Edgaras Gerasimovičius
Curator’s introduction
The group exhibition Exit Elephantine poses the question: how does a boundary in one person’s life become a line in another person’s drawing? The works in the show reinterpret the narratives of individuals and communities, exploring how they ended up behind a specific physical, psychological, political or social border – whether by choice, accident or force. The works not only tell the stories of change that happened to others, but also, in their plastic form, embody the very promise of change.
Not all of the works in the exhibition are works of art – some are fragments of larger pieces, remnants of the production process, preparatory material or rumours. They don’t offer any coherent story or visual unity, let alone a clear message. On the contrary, their eclectic, polyphonic coexistence suggests fragile space, whose flimsy coordinates are marked by the losses and errors of meaning that occur in the process of translation from narrative to material, from the personal to the collective.

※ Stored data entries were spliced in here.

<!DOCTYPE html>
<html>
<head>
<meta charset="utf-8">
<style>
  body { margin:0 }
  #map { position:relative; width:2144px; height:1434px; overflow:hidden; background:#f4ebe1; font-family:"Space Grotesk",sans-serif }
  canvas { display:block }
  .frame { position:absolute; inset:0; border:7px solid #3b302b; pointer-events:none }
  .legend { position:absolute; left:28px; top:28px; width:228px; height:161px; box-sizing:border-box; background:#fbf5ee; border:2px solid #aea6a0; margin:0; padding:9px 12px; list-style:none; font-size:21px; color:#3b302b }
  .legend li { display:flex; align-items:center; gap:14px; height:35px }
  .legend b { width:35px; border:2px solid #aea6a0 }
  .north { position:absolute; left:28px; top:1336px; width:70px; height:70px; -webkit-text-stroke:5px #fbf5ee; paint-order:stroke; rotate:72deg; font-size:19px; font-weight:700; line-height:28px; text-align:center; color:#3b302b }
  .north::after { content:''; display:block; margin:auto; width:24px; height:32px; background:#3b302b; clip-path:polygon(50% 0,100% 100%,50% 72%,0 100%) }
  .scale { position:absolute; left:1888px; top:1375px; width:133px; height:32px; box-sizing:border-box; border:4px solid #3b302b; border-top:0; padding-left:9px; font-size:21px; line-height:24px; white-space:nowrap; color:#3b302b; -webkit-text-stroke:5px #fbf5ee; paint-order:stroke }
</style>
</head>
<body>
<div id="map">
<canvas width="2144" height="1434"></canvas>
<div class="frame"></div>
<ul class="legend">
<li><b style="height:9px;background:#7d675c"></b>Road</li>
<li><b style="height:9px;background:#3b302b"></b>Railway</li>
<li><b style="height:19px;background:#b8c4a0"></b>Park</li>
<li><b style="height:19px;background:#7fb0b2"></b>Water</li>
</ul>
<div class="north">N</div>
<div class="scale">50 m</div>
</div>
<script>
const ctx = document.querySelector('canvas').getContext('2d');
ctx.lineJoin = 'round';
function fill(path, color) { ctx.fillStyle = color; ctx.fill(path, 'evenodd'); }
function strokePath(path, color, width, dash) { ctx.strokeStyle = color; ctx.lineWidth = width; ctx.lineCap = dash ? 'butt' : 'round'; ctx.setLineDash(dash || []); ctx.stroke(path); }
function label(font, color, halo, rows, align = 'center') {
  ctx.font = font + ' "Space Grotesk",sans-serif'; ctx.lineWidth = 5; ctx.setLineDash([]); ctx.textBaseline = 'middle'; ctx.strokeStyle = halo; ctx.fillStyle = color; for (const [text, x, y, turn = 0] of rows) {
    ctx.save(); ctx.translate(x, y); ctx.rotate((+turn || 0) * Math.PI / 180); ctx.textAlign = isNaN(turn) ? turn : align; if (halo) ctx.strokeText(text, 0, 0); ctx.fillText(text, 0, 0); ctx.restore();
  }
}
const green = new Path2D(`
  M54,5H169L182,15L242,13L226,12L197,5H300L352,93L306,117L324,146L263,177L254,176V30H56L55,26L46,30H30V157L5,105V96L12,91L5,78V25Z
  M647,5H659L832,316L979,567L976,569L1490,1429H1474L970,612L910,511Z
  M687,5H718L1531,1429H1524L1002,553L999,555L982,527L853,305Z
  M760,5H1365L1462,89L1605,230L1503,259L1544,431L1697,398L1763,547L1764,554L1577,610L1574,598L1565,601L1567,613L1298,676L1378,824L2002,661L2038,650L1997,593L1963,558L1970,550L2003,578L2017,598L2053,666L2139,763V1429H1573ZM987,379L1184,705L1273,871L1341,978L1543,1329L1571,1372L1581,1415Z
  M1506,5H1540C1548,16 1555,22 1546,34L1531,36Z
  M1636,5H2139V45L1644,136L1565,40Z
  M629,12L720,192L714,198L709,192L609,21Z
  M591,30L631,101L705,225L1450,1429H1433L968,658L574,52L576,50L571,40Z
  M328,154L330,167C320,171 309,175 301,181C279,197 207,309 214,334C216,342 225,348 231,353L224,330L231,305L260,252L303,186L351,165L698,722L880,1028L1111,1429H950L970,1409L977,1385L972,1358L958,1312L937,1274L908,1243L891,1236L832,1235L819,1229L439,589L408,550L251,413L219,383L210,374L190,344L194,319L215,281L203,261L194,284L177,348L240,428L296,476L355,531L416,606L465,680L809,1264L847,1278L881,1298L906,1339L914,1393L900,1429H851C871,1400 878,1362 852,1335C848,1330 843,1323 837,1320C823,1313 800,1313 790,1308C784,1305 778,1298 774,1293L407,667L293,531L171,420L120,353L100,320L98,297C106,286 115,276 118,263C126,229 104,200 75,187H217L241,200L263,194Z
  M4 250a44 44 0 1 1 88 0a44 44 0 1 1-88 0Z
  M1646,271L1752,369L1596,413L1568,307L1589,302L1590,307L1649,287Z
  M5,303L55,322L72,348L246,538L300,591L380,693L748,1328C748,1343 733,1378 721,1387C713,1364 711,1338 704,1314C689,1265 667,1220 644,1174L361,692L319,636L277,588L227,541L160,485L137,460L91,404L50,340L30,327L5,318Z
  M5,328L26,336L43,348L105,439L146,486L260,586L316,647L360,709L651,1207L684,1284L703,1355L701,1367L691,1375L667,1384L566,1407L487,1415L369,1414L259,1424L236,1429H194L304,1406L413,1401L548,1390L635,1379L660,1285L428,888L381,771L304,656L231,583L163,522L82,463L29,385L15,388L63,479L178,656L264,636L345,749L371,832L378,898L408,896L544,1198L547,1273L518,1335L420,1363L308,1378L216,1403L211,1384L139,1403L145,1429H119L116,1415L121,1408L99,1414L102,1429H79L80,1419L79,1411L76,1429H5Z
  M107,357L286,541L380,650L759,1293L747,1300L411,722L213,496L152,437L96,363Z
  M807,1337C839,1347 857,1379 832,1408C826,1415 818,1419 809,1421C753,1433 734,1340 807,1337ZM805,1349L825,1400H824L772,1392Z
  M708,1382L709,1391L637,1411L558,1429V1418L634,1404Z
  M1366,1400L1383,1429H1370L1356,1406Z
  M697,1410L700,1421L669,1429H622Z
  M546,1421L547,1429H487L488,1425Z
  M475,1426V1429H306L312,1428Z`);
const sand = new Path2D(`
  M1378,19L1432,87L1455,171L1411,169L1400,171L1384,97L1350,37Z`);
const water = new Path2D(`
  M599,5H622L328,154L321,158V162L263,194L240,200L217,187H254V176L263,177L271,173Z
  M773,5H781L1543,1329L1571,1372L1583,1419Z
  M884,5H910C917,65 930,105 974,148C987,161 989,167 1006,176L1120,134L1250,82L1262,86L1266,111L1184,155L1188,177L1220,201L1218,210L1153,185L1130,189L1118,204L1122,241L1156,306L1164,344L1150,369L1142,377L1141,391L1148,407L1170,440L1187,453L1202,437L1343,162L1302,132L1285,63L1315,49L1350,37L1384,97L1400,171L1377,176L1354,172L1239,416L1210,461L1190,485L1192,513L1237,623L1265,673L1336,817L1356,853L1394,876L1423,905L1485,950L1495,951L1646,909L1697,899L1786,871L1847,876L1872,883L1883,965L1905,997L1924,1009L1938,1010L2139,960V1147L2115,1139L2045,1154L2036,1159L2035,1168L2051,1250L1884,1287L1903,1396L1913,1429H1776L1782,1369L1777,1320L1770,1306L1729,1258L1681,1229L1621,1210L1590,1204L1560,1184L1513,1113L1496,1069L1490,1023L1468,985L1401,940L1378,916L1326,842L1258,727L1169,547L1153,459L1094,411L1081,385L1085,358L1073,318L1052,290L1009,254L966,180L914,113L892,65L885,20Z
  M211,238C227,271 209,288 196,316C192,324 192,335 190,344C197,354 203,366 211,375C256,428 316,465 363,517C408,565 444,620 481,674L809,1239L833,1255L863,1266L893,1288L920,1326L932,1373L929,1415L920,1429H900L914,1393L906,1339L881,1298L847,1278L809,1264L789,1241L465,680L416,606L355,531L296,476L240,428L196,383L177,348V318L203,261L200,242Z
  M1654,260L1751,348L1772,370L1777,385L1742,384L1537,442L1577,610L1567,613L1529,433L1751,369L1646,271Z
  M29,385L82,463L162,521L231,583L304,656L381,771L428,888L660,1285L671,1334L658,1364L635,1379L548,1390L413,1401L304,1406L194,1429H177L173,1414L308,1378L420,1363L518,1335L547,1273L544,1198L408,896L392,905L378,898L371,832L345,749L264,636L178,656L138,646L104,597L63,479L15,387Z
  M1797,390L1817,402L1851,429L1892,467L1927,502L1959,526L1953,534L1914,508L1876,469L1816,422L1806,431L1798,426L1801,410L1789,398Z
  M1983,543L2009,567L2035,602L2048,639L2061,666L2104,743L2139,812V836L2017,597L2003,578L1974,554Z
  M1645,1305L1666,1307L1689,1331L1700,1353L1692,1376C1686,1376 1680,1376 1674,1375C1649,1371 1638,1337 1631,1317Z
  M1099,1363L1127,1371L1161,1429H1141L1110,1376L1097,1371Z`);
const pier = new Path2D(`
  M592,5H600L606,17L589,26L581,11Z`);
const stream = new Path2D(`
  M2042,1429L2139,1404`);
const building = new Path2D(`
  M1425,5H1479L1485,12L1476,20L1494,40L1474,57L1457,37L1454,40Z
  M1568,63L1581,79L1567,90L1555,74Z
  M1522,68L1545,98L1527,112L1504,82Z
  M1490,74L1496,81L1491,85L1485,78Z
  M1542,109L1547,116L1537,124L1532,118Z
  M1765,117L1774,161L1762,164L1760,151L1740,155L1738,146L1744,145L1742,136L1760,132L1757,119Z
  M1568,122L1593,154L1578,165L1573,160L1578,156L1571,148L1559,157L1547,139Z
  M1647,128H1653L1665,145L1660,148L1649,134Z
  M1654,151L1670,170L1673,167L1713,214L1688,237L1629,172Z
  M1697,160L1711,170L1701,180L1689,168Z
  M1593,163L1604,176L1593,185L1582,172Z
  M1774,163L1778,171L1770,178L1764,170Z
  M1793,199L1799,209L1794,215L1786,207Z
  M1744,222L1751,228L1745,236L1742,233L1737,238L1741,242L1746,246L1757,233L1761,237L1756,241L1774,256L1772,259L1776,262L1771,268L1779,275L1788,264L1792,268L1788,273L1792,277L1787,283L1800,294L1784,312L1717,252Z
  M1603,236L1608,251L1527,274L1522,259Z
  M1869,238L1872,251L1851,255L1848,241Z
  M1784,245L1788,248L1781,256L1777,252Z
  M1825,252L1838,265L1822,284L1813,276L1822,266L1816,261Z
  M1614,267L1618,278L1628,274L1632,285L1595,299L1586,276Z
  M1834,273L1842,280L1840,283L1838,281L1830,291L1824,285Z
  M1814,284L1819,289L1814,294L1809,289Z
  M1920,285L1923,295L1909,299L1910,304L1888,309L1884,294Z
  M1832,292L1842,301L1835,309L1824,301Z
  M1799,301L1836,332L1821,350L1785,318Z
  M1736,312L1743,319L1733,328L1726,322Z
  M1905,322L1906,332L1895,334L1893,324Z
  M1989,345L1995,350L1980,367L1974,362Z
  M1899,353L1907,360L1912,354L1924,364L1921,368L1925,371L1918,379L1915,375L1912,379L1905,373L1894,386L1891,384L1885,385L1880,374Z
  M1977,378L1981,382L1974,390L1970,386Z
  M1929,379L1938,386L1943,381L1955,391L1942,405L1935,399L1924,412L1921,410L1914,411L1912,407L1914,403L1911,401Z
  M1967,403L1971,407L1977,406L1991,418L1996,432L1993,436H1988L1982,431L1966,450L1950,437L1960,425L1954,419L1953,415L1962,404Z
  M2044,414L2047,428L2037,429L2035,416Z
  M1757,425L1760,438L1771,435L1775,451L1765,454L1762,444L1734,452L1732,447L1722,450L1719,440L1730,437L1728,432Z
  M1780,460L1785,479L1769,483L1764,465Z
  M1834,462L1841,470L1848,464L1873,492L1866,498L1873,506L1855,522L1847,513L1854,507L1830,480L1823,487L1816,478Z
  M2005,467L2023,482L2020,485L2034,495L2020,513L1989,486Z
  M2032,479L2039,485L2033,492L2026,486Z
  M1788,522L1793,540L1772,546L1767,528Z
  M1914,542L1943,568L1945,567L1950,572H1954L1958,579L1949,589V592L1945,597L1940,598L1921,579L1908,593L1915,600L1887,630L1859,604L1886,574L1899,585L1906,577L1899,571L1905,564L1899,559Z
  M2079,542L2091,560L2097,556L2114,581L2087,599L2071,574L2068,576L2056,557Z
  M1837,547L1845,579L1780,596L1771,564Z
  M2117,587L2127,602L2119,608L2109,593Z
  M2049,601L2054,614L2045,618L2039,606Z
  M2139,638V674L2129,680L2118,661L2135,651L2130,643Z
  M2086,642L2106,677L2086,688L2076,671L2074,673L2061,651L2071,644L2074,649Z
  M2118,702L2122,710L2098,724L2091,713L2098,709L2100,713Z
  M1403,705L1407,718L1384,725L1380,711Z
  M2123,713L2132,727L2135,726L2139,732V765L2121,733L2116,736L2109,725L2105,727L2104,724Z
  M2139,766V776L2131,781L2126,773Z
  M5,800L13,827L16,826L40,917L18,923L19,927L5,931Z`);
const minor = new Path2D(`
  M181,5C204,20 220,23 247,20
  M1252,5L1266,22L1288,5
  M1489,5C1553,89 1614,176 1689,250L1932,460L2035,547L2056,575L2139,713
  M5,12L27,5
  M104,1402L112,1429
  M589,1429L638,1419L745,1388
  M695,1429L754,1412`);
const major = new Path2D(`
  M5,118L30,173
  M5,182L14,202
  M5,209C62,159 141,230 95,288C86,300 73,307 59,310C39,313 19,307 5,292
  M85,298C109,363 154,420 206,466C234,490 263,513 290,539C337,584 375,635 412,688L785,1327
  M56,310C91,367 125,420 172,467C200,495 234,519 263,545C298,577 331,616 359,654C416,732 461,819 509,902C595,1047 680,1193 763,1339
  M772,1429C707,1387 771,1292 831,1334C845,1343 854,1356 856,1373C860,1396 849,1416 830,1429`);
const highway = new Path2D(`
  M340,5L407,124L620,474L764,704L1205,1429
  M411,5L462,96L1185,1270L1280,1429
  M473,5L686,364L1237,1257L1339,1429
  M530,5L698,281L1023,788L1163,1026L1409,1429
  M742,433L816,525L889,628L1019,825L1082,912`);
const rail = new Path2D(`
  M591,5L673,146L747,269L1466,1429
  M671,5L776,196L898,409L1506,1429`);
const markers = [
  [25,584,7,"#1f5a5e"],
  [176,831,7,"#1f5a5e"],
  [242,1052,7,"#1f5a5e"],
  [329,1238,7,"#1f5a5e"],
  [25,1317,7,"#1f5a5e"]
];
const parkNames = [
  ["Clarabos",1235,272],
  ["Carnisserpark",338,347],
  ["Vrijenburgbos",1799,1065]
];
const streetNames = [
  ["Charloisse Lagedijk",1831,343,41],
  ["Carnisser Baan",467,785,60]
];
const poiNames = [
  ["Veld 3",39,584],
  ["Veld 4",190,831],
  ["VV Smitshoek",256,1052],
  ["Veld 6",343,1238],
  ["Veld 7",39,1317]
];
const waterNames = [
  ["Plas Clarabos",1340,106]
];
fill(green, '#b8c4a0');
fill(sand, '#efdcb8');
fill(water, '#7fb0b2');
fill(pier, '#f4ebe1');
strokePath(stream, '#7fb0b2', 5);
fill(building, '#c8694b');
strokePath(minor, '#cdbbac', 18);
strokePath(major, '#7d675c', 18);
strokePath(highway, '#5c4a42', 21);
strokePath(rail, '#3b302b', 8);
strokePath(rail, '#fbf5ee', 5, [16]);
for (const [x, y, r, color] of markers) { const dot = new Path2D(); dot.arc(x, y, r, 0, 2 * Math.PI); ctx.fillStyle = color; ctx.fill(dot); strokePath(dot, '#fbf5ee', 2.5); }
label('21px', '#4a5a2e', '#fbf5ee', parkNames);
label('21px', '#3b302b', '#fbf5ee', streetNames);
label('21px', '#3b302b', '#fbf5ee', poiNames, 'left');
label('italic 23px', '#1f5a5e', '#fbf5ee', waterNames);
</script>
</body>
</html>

Here, escapist poetics goes head-to-head against mainstream politics of escapism.
In the exhibition title, the Ultima Thule of the ancient world, the island of Elephantine, takes on the role of a clumsy, heavyweight character in a well-known English metaphor representing an evidently ignored problem. Neither imperative for action nor a thing, Exit Elephantine is more of an error mode of semantic production for intimacy and ultimate distance to intersect.